For many people of my generation, the musical universe began and ended with Bob Dylan.
I remember watching CBC television with my dad, who was a huge folk music fan, and seeing a scrawny waif, with a corduroy cap cocked at a weird angle, strumming a guitar that almost dwarfed him. He was wearing a weird contraption around his neck that made him appear to have been attacked by a deranged orthodontist. (It was a harmonica rack, of course.)
His appearance may have been ridiculous at first glance but when his mouth opened, the results were sublime.
Mind you, the voice took some getting used to. The songs, however, were the work of someone with a mature world vision who had something to say.
In those days, Dylan was channeling his musical hero, Woody Guthrie. He endeared himself to my father immediately with a line in Song To Woody that mentioned many of the musicians he particularly admired (“Here’s to Cisco, and Sonny and Leadbelly too”).
We bought his first album and we were hooked.
Even then, you could tell that this guy had the magic turn of phrase, (“Once loved a woman, a child I am told”) and the dead aim (Masters Of War) that would make him an icon.
His songwriting got more visionary, more symbolic and more subject to interpretation as he went along. Dylan’s classic period of the early to mid-’60s has been the focus of Martin Scorcese’s documentary, No Direction Home, that has run for the past two nights on PBS.
In fact, understanding Bob’s songs became an industry in itself and I, like many other fans, have the stacks of old magazines and books to prove it.
So, after years of avoiding the spotlight, it is fascinating to see Dylan co-operate with what appears to be almost an official video biography. Appears is the key word. As always, the mask slips only as far as Bob wants it to.
He has always been the mystery tramp who plays tricks for you, hasn’t he?
He writes incredibly evocative lyrics that are open to endless analysis and re-analysis.
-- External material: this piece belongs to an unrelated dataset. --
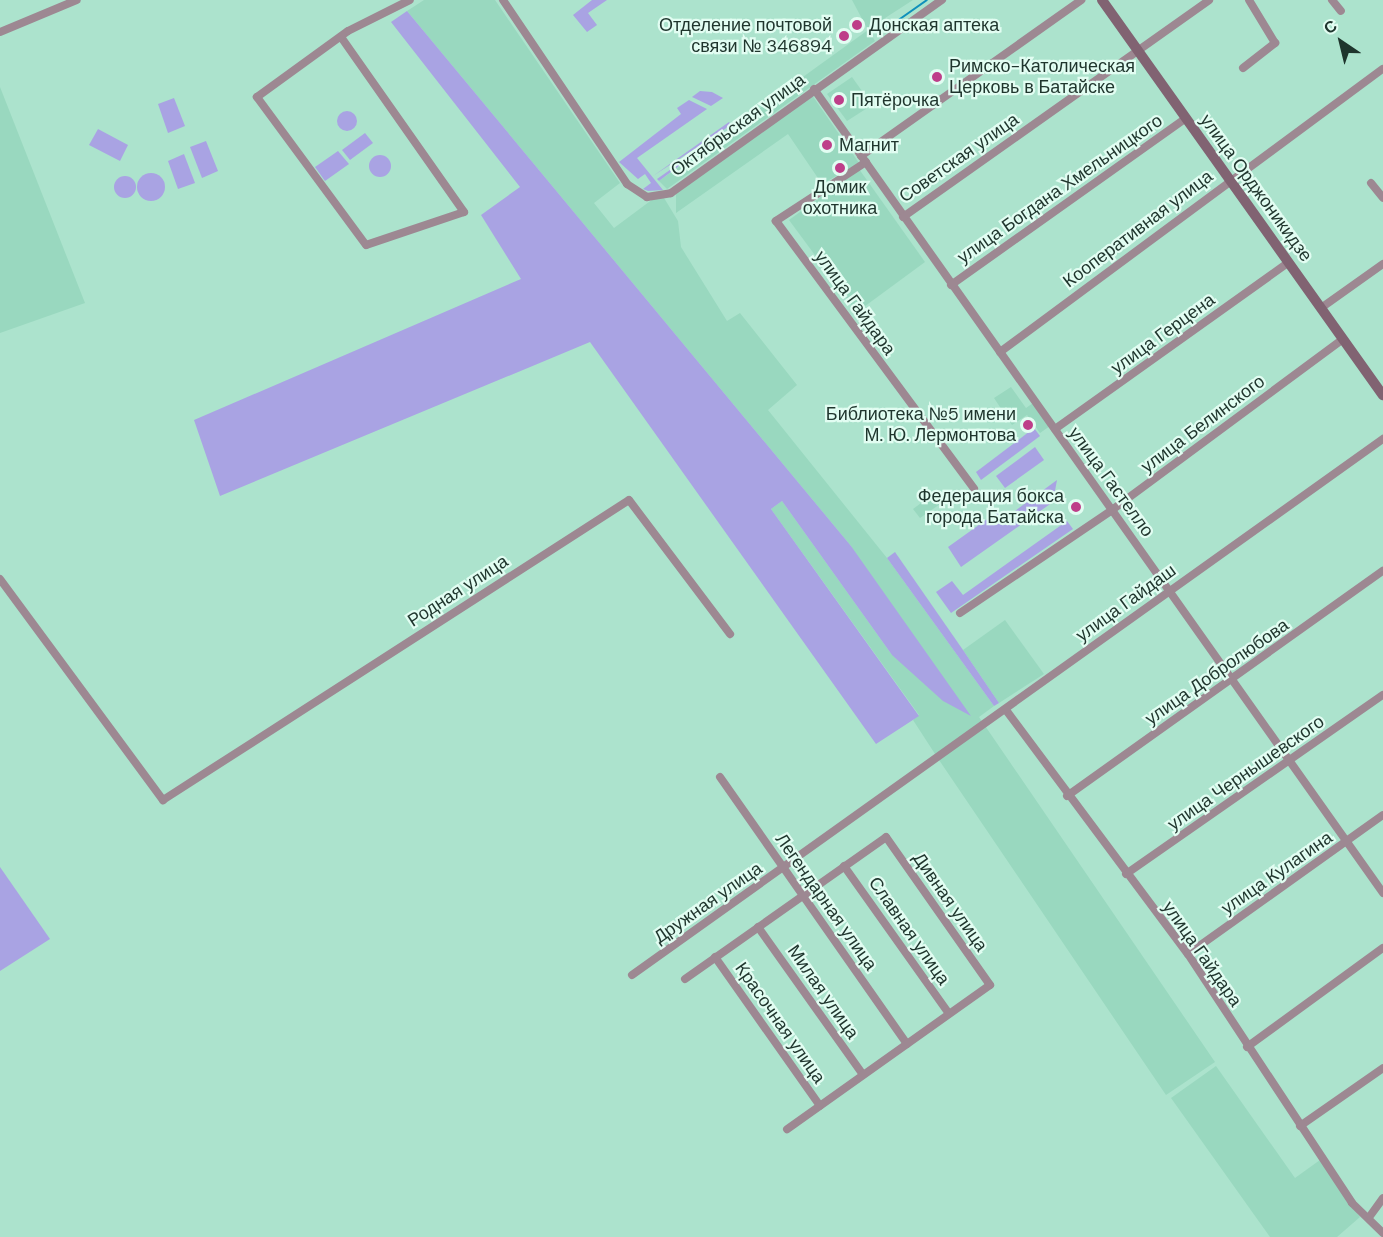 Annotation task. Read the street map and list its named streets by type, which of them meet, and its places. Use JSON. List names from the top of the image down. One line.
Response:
{"streets":{"street":["Октябрьская улица","Советская улица","улица Орджоникидзе","улица Богдана Хмельницкого","Кооперативная улица","улица Гайдара","улица Герцена","улица Белинского","улица Гастелло","Родная улица","улица Гайдаш","улица Добролюбова","улица Чернышевского","улица Кулагина","Легендарная улица","Дивная улица","Дружная улица","Славная улица","Милая улица","Красочная улица"]},"crossings":[["Октябрьская улица","улица Гастелло"],["Советская улица","улица Орджоникидзе"],["Советская улица","улица Гастелло"],["улица Орджоникидзе","улица Богдана Хмельницкого"],["улица Орджоникидзе","Кооперативная улица"],["улица Орджоникидзе","улица Герцена"],["улица Орджоникидзе","улица Белинского"],["улица Богдана Хмельницкого","улица Гастелло"],["Кооперативная улица","улица Гастелло"],["улица Гайдара","улица Гастелло"],["улица Гайдара","улица Гайдаш"],["улица Гайдара","улица Добролюбова"],["улица Гайдара","улица Чернышевского"],["улица Гайдара","улица Кулагина"],["улица Герцена","улица Гастелло"],["улица Белинского","улица Гастелло"],["улица Гастелло","улица Гайдаш"],["улица Гастелло","улица Добролюбова"],["улица Гастелло","улица Чернышевского"],["улица Гастелло","улица Кулагина"],["улица Гайдаш","Дружная улица"],["Легендарная улица","Дивная улица"],["Легендарная улица","Дружная улица"],["Легендарная улица","Красочная улица"],["Дивная улица","Славная улица"],["Дивная улица","Красочная улица"],["Милая улица","Красочная улица"]],"places":["Донская аптека","Отделение почтовой связи № 346894","Римско-Католическая Церковь в Батайске","Пятёрочка","Магнит","Домик охотника","Библиотека №5 имени М. Ю. Лермонтова","Федерация бокса города Батайска"],"north":"top left"}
One of Dylan’s best songs, Ballad Of a Thin Man, says, “something is happening here but you don’t know what it is, do you Mr. Jones?”
Is the question addressed to the head-in-the-sand bigot who refuses to see the civil rights revolution on his doorstep, or to the parent who can’t accept his children’s different values, or to the music critics who can’t understand the clear message of lyrics that should stand for themselves?
More likely it’s addressed to the audience who want a definitive explanation of an art that can’t be defined.
Something is happening here, and, no, you aren’t supposed to know exactly what it is.
Which is probably a good thing. Now we’ll just have to dig out all those albums again and keep listening to all those brilliant, elusive songs.